Contact allergies represent a common form of dermatitis worldwide, especially in developed countries such as the United States and Europe.[1] Nickel is a common contact allergen on patch testing in western countries, and it affects 10% of women and 1% to 2% of men.[2] The differences between sexes were mainly explained by an increased frequency of jewelry exposure in women. Despite efforts to minimize prevalence, for example, by nickel restriction within the Europe,[3] up to 21% of the market accessories studied were found to release nickel.[4] In coins made of alloys, nickel was detected, and the concentration of nickel was beyond the safe exposure threshold.[5] Thus, the stresses caused by exposure to nickel are still high.

Within the past few decades, the interest in nickel among scientists has increased as a result of the progressive industrial and commercial significance of nickel as well as the improvement of analytical methods for nickel by electrothermal atomic absorption spectrometry. Currently, measurements in many countries, including China, indicate that the concentrations of nickel in the environment (air, water, soil, and food) do not exceed legislative limits and should not be dangerous for the general population.[6] However, people should keep in mind that, at present, nickel, although not released extensively into the environment, may represent a hazard to human health.

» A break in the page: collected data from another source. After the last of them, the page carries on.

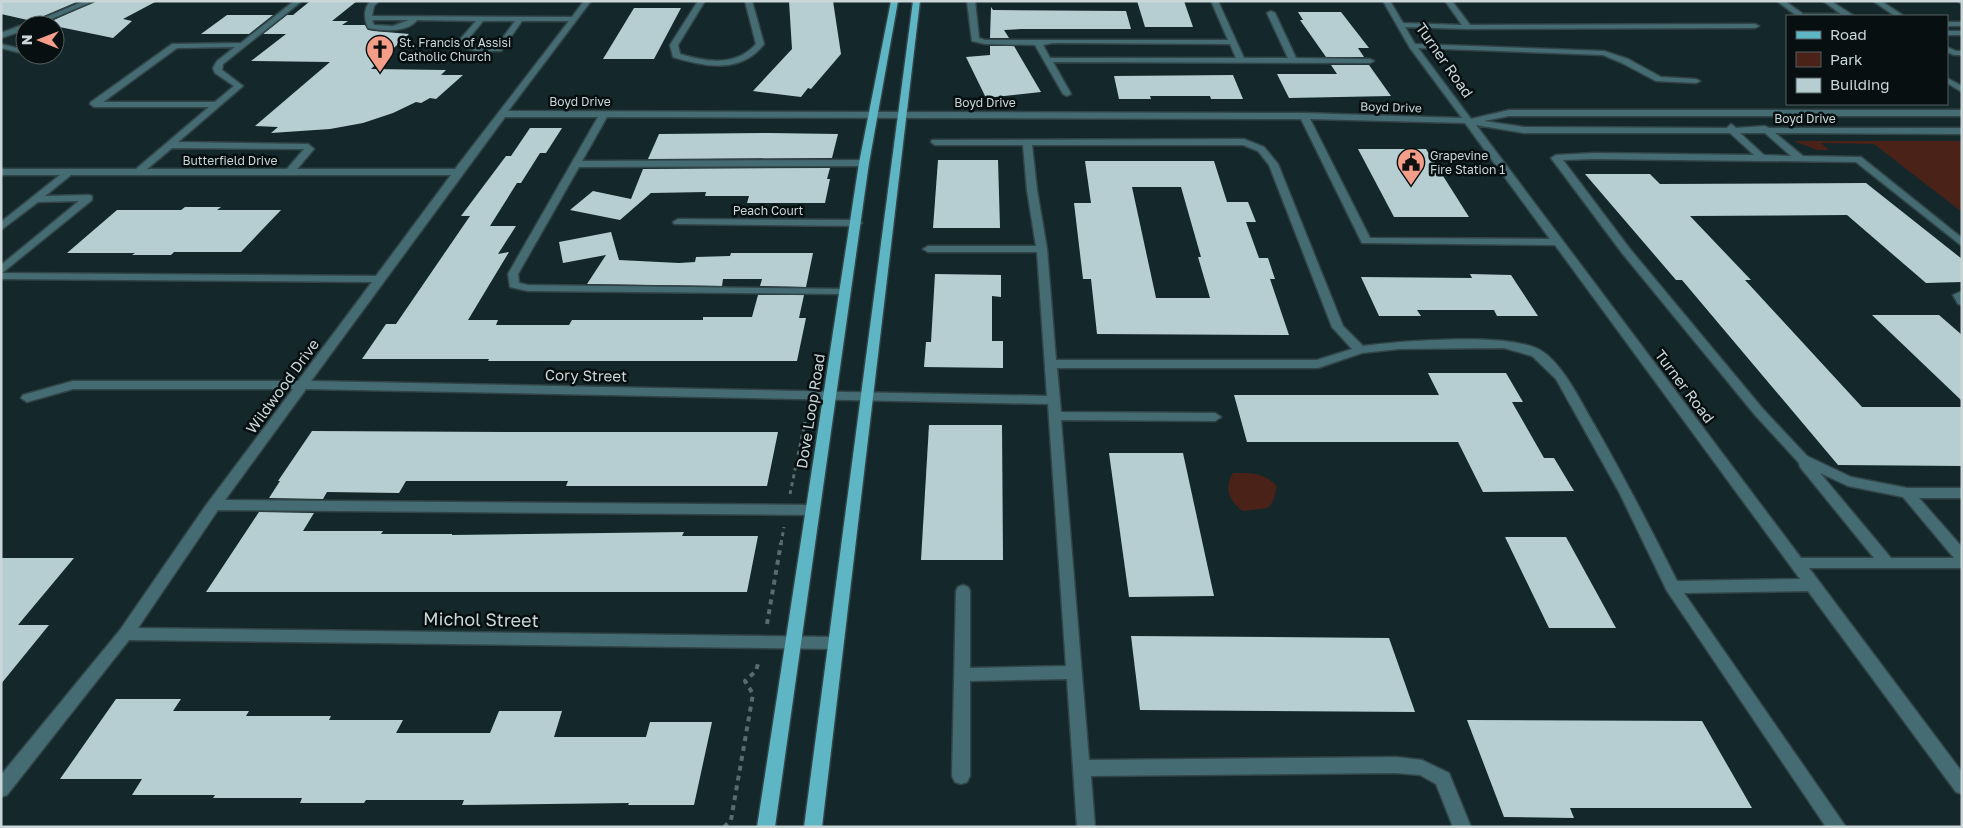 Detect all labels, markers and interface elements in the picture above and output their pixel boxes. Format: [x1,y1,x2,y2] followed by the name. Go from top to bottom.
[15,15,65,65] north arrow
[1786,15,1948,105] legend
[1413,19,1477,101] street label: Turner Road
[1830,25,1867,43] text: Road
[365,34,395,73] church icon: St. Francis of Assisi Catholic Church
[18,35,35,45] text: N
[399,35,511,64] place label: St. Francis of Assisi Catholic Church
[1830,50,1863,68] text: Park
[1830,75,1890,93] text: Building
[549,94,611,109] street label: Boyd Drive
[954,95,1016,110] street label: Boyd Drive
[1360,98,1422,116] street label: Boyd Drive
[1774,111,1836,126] street label: Boyd Drive
[1396,147,1426,186] public building icon: Grapevine Fire Station 1
[1430,148,1505,177] place label: Grapevine Fire Station 1
[182,153,278,168] street label: Butterfield Drive
[733,203,804,218] street label: Peach Court
[242,335,322,437] street label: Wildwood Drive
[1652,346,1718,426] street label: Turner Road
[792,352,828,470] street label: Dove Loop Road
[545,365,627,385] street label: Cory Street
[423,607,539,631] street label: Michol Street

Nickel elements are potent allergens or haptens that can trigger skin inflammation, and nickel can penetrate through the stratum corneum to the epidermis. Therefore, efforts have been undertaken to investigate the penetration and distribution of haptens through the skin. Synchrotron radiation X-ray fluorescence spectroscopy (SR-XRF) and micro-focused particle-induced X-ray emission were used to analyze nickel allergy patch application in normal mouse skin.[7] Time of flight secondary ion mass spectrometry was used for investigation of the penetration and distribution of nickel in normal human skin.[8] Although these nickel-exposed animals developed metal allergy, the precise mechanism underlying this allergy remains unknown.

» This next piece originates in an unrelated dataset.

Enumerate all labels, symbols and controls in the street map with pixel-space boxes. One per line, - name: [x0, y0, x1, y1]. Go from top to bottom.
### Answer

As reported, metal allergy is an inflammatory disease categorized as a delayed-type hypersensitivity reaction, in which skin inflammation is mediated by hapten-specific T cells.[9,10] Therefore, there is a need to identify the clinical relevance and the elemental- and chemical-specific distribution of nickel within tissues. This study investigates the internal distribution of nickel in skin tissues with nickel-induced allergic contact dermatitis (Ni-ACD) using microprobe-SR-XRF to identify the spatial distribution of nickel and its colocalization with endogenous elements. X-ray absorption near-edge structure (XANES) spectroscopy can also be used to determine the oxidation state of nickel bound to the biotic ligands. This study used correlative microprobe SR-XRF and XANES to investigate the penetration process and distribution of nickel in skin tissues with late phase and early phase of Ni-ACD to understand the mechanisms of metal allergy.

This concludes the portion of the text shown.